Grateful


When in the throws of life, being bombarded from every direction, even the smallest of trials seem like an insurmountable task. It’s difficult to see all of the good all around us when all we see is challenges and evil surrounding us. Even though it is difficult to see the good, we have to look for it, or we will be consumed by negativity.

I cannot remember the last time I wasn’t bombarded by shitty circumstances in life. Some of these circumstances were my fault. I fully acknowledge that. There were outside forces at play as well. I can take the blame I am due, but I cannot take blame for things outside of my control, even though I’m good at taking the blame.

Are my circumstances worse than others? To some, yes; others, no. I’m not here to say I’ve had it worse than others. As Joe Rogan often says on his podcast, the worst day for you is the worst day for you. To some, their worst day is having a flat tire during a rain storm. To others, it might be witnessing a brutal crime. When it comes down to it, no one is immune of a shitty day, week, month, or year.

As some of these issues are coming to resolution, I know I still have some battles ahead, but the light at the end of the tunnel is brighter than it has been in a long time. This could always change without notice, but I will take the time to bask in the sunshine and relax a little. I will stop and smell the roses (even though my sense of smell is shit). I will stop and appreciate all of the good things around me.

I’ve never had someone who’s supported me this much. Too often, I’m left fighting by myself. I have some supportive figures in my life, but they cannot fight my battles. I’ve had someone come into my life that is right beside me during these fights. It hasn’t been an easy road for sure! This road has been treacherous. We’ve had our fair share of battles, and some of them haven’t been fair at all! Regardless, we’ve been by each other’s side, ready to pick up the shield when needed.

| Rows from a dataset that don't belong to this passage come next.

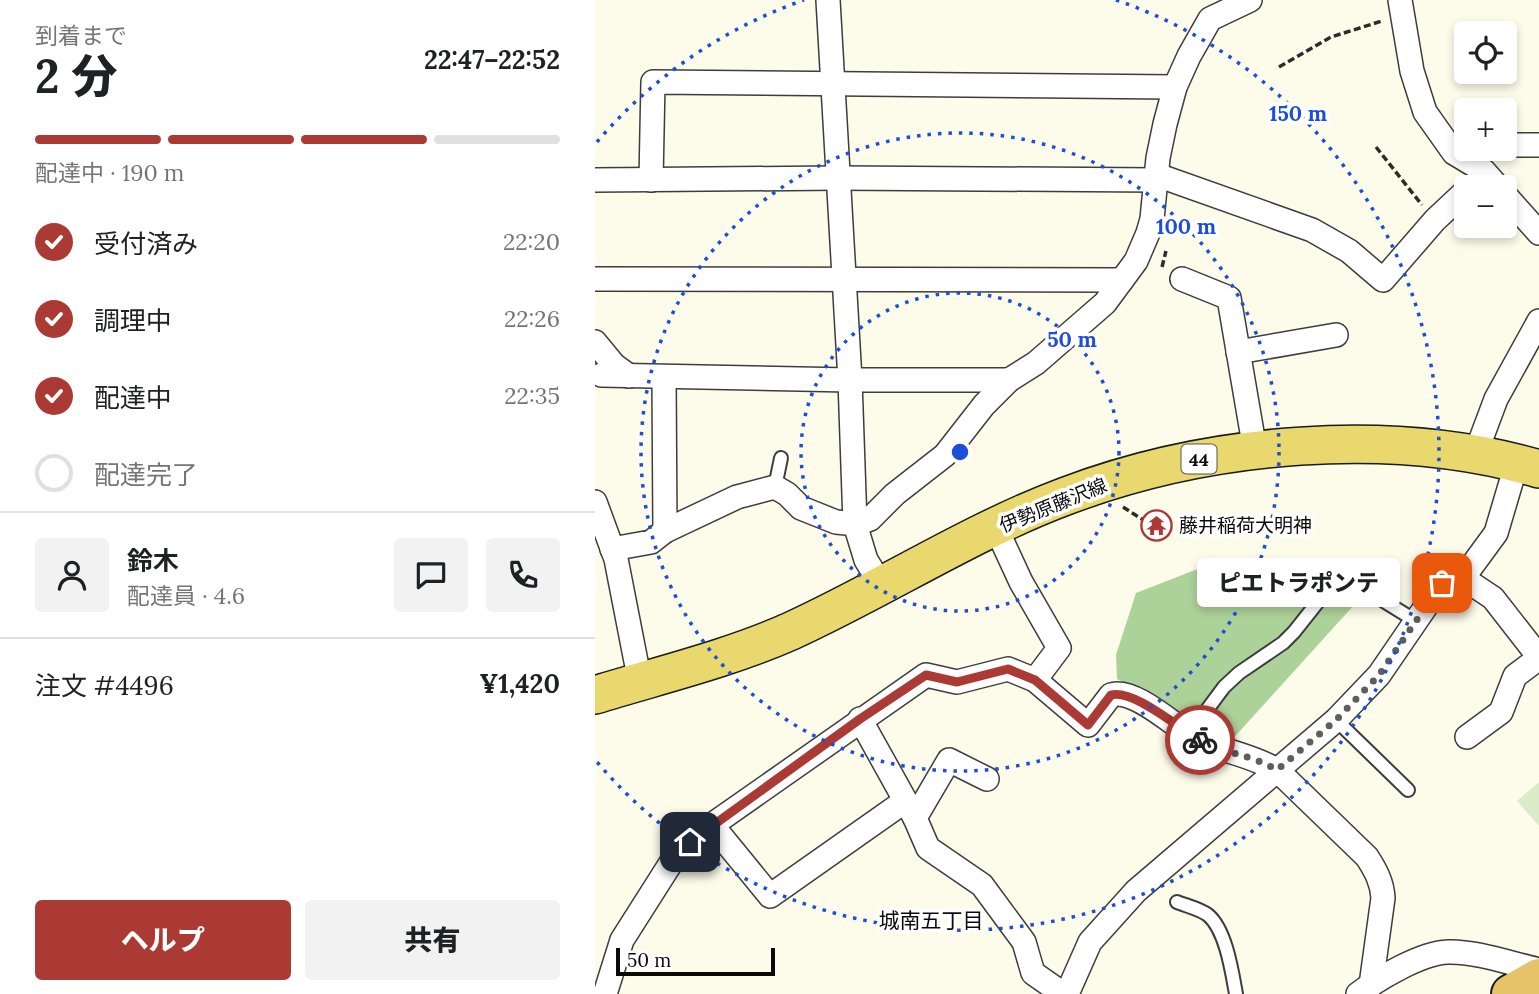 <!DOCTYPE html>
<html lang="ja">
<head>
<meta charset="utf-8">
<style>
  :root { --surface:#fff; --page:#f2f2f2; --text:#202124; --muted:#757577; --line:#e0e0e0; --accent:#aa3a33 }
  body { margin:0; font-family:Lora,"Noto Sans JP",serif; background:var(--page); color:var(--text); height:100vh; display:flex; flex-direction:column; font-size:26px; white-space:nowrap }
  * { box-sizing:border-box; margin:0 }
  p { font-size:23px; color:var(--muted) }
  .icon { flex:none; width:38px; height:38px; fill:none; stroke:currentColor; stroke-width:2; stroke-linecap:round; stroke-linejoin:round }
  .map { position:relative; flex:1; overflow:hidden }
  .details { display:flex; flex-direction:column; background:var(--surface); width:595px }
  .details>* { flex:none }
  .buttons { position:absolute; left:859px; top:21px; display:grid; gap:14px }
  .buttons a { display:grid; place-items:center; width:63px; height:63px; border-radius:7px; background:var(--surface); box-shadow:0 4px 10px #0003; font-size:35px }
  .scale { position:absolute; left:21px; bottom:18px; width:159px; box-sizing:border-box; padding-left:7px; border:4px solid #0a0a0a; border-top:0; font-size:19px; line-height:24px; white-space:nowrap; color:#0a0a0a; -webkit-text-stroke:5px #fff; paint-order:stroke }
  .pin { position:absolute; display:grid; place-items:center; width:60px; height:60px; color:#fff; margin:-30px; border-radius:14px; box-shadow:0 4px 10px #0006 }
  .courier { position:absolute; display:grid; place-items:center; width:70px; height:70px; margin:-35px; border:5px solid #aa3a33; border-radius:50%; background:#fff; color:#222; box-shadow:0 2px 9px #0007 }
  .bubble { position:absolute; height:49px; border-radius:7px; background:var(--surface); box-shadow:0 4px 10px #0003; font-size:23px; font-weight:800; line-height:49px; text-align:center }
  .head em { font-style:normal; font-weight:800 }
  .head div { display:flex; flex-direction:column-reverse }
  .head { display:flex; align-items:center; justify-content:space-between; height:119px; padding:0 35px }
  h1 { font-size:46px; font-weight:800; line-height:52px }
  .bar { display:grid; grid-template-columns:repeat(4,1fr); gap:10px 7px; align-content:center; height:84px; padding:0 35px }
  .bar i { height:9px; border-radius:5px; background:var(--line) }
  .bar .current { background:var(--accent) }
  .bar p { grid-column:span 4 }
  .line { display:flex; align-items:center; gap:18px; padding:0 35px; border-top:2px solid var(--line) }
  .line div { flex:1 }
  .round { display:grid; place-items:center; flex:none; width:74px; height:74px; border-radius:7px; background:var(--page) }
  ol { padding:0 35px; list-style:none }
  li { display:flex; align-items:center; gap:21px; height:77px }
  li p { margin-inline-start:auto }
  li .icon { padding:7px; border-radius:50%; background:var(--accent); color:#fff; stroke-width:4 }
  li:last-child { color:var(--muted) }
  li i { width:38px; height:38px; border:4px solid var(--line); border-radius:50% }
  .action { display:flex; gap:14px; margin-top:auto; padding:14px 35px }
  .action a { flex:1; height:80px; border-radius:7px; background:var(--accent); color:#fff; font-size:28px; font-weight:800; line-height:80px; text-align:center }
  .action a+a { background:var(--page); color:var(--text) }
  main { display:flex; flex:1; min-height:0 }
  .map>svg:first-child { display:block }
  .forest { fill:#add299 }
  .pitch { fill:#dbebc9 }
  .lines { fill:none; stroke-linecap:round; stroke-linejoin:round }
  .service-casing { stroke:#3d3d3d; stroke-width:16 }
  .minor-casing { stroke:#3d3d3d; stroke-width:26 }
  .primary-casing { stroke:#1b1b1b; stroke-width:40 }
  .trunk-casing { stroke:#1b1b1b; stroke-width:42 }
  .path { stroke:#2c2c2c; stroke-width:3.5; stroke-dasharray:7 3.5; stroke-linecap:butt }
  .service { stroke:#fff; stroke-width:12 }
  .minor { stroke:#fff; stroke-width:23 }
  .primary { stroke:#e9d86e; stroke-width:37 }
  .trunk { stroke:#e6c268; stroke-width:38 }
  .done { stroke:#5f5e58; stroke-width:7; stroke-dasharray:0 12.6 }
  .route { stroke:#aa3a33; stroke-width:9 }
  .ring { fill:none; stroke:#1d4ed8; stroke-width:3.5; stroke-dasharray:3.5 7 }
  .labels { text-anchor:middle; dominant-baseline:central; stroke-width:7; stroke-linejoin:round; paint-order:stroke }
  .shield { fill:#fff; stroke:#545454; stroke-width:2 }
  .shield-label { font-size:18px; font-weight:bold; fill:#0a0a0a }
  .street-label { font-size:19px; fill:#0a0a0a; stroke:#fff }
  .poi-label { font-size:19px; fill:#0a0a0a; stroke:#fff; text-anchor:start }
  .neighbourhood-label { font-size:21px; fill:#0a0a0a; stroke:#fff }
  .centre { fill:#1d4ed8; stroke:#fff; stroke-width:3.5 }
  .ring-label { font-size:21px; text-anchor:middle; font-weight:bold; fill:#1d4ed8; stroke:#fff; stroke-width:7; stroke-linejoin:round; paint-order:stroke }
</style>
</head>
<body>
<main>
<section class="details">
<div class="head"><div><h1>2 分</h1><p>到着まで</p></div><em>22:47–22:52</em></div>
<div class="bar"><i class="current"></i><i class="current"></i><i class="current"></i><i></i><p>配達中 · 190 m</p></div>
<ol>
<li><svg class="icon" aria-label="check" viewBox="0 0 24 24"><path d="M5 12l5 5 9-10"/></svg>受付済み<p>22:20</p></li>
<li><svg class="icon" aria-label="check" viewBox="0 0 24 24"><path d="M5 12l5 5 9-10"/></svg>調理中<p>22:26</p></li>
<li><svg class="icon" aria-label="check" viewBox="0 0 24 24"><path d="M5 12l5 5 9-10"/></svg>配達中<p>22:35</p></li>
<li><i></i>配達完了</li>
</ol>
<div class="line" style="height:126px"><a class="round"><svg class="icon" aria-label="person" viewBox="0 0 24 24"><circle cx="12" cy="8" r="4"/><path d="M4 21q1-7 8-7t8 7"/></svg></a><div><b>鈴木</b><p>配達員 · 4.6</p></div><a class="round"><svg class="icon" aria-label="chat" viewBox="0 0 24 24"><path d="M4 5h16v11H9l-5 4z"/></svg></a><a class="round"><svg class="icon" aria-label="phone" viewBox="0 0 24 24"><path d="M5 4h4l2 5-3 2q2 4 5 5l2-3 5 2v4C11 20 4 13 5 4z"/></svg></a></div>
<div class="line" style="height:91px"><div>注文 #4496</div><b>¥1,420</b></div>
<div class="action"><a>ヘルプ</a><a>共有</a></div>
</section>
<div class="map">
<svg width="944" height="994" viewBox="0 0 944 994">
  <rect width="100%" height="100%" fill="#fdfbea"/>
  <polygon class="forest" points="686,562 756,574 769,594 634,743 522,679 521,655 541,593 618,563"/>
  <polygon class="pitch" points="944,782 944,826 922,801"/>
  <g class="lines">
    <defs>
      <g id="service">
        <polyline points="180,487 186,458"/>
        <polyline points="741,720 813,790"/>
        <polyline points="594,734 629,687 644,673 688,643 699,632 745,574 821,621"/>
        <path d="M582,902C592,906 605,909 613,915C631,930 637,972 641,994"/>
      </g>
      <g id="minor">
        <polyline points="233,0 255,380 260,524 271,560 287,586"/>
        <polyline points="805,0 817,71 830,112 859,153 889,171 903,187"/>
        <polyline points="910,145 944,145"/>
        <polyline points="562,175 717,230 754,251 788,280 840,220 872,190"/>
        <polyline points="0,180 243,178 562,180"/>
        <polyline points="56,180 58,82 580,87"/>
        <polyline points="910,195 944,233"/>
        <polyline points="0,279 527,280"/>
        <polyline points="587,279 634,298 660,450"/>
        <polyline points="0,342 19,365 34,376"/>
        <polyline points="643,352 741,335"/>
        <polyline points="6,375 255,380 414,380"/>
        <polyline points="69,377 70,531"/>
        <polyline points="880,455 901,399 944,321"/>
        <polyline points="0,502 21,559 45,682"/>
        <polyline points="401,528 426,582 464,648 440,680"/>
        <polyline points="17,549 56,542 70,531 142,497 180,487 192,494 206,508 241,522 262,524 275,519 300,494 350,455 389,405 414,380 441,363 510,303 541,261 553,233 557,219 563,158 570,124 580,87 594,56 615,19 655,0"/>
        <polyline points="868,578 898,598 944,657"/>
        <polyline points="265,719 320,818 333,848 387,885 429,942 438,973 468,994"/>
        <polyline points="872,737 906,712 920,676 944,658"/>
        <polyline points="320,818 354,760 392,779"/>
        <polyline points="117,825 175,896 310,801"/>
        <path d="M10,994L27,940L81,855L117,825L331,675L362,682L413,669L440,680L493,725L516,695C537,688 574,721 592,733C620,751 653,753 682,770L772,857C781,871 787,882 788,898L776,985"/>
        <polyline points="472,994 495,942 541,891 741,720 784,675 847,583 868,578 901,533 922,462"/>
        <path d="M763,994C784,978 826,953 853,952C879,951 914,963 940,969L944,974"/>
      </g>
      <path id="primary" d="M0,695C65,675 133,659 196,631C288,589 377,531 471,496C614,442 796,426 944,469"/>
      <polyline id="trunk" points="916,994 944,978"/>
    </defs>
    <use href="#service" class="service-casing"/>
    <use href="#minor" class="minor-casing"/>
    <use href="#primary" class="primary-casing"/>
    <use href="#trunk" class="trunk-casing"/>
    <g class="path">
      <polyline points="684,67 736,37 787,21"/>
      <polyline points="781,147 827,205"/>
      <polyline points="567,267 571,251"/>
      <polyline points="528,507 553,523"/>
    </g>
    <use href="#service" class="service"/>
    <use href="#minor" class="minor"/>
    <use href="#primary" class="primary"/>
    <use href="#trunk" class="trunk"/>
  </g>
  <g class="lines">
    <path class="done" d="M605,740C630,754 655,754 682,770L741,720L784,675L847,583"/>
    <path class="route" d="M95,842L265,719L331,675L362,682L413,669L440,680L493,725L516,695C539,689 583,728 605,740"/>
  </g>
  <g class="ring">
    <circle cx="365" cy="452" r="159"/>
    <circle cx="365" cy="452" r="319"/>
    <path d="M2 142A478 478 0 0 1 209 0M521 0A478 478 0 1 1 2 762"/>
  </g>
  <defs>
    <symbol id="temple-ring" viewBox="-11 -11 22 22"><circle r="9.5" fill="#fff" stroke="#aa3a33" stroke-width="1.5"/><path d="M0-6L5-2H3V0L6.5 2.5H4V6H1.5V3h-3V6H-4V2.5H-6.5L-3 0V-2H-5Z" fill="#aa3a33"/></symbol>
  </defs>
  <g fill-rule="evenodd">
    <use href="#temple-ring" x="544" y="508" width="35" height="35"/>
  </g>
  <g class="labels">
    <rect class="shield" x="586.5" y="444.5" width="35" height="29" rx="5"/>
    <g class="shield-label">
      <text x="604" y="459">44</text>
    </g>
    <g class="street-label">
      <text transform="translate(458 505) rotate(-22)">伊勢原藤沢線</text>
    </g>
    <g class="poi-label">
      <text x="584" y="525">藤井稲荷大明神</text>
    </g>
    <g class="neighbourhood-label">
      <text x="336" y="920">城南五丁目</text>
    </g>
  </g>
  <circle cx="365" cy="452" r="10" class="centre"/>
  <g class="ring-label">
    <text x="703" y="121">150 m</text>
    <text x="591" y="234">100 m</text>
    <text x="477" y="347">50 m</text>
  </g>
</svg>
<div class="buttons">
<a><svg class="icon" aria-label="locate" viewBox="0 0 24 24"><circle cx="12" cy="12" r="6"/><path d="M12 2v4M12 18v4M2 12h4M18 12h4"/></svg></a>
<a>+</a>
<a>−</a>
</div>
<div class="scale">50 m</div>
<div class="pin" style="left:847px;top:583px;background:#ea580c"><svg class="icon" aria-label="bag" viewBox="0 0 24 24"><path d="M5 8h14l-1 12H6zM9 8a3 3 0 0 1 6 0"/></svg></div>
<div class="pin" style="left:95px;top:842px;background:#1f2937"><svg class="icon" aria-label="home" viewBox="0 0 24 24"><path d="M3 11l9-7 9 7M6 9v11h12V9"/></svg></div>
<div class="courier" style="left:605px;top:740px"><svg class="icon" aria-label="bike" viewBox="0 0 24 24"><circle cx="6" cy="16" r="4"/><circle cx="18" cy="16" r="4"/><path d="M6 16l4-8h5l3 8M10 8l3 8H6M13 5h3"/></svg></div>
<div class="bubble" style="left:602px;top:558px;width:203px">ピエトラポンテ</div>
</div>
</main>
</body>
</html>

This is something I cannot overstate! Having someone beside me who cares just as much as I do is refreshing. I cannot say how much I appreciate it because words just seem inadequate. She’s always been there for me as long as she’s been in my life, but life threw so many damn curveballs all at once, it was difficult to see how much good was standing right next to me. People will bring up imperfections and reasons to be cautious, but actions speak louder than any words at any volume. My cup runneth over with love, admiration, and appreciate for her.

Just as I’ve tried to be there for her when she needs me, she’s been there for me. I’ve never had an equal partner, someone who is willing to give up so much to make sure our family is taken care of. As good as we are as individuals, we are better as a couple. We’ve been labeled the “most infamous couple” in the county, but we have transformed into a power couple, being greater than the sum of our parts.

As some chapters in our lives have closed, we are writing new chapters, ones that have shed the weight of our pasts, calming the anxiety of the unknown. This has allowed me to truly appreciate what I have. I know we have more battles ahead. It would be naive to think everything will be sunshine and unicorn farts. We know we have some imminent battles ahead of us. We know we have battles that have yet to be created, but we know we can overcome almost anything life can throw at us. We have a strong foundation, built on the bedrock of our love, commitment, and morals. We might not win every battle, but we are in it for the war.

Life has a way of knocking us on our asses when we get too cocky. Life also has a way of picking us up when we think we cannot take another breath. She breathes life into my lungs, igniting my soul. She gives me the energy to keep fighting when I don’t have the will to take another swing. Together, we hold each other up and remind each other of the beauty life has to offer. We open each other’s eyes to the grand possibilities ahead of us. We love each other and our family more and more each day. When life kicks me in the balls, I only have to look her in the eyes to know the pain is temporary. I only have to look her in the eyes to know life is worth celebrating. My heart overflows with love, and I cannot yell that loud enough, for the multiverse should know how much she has changed my life for the better.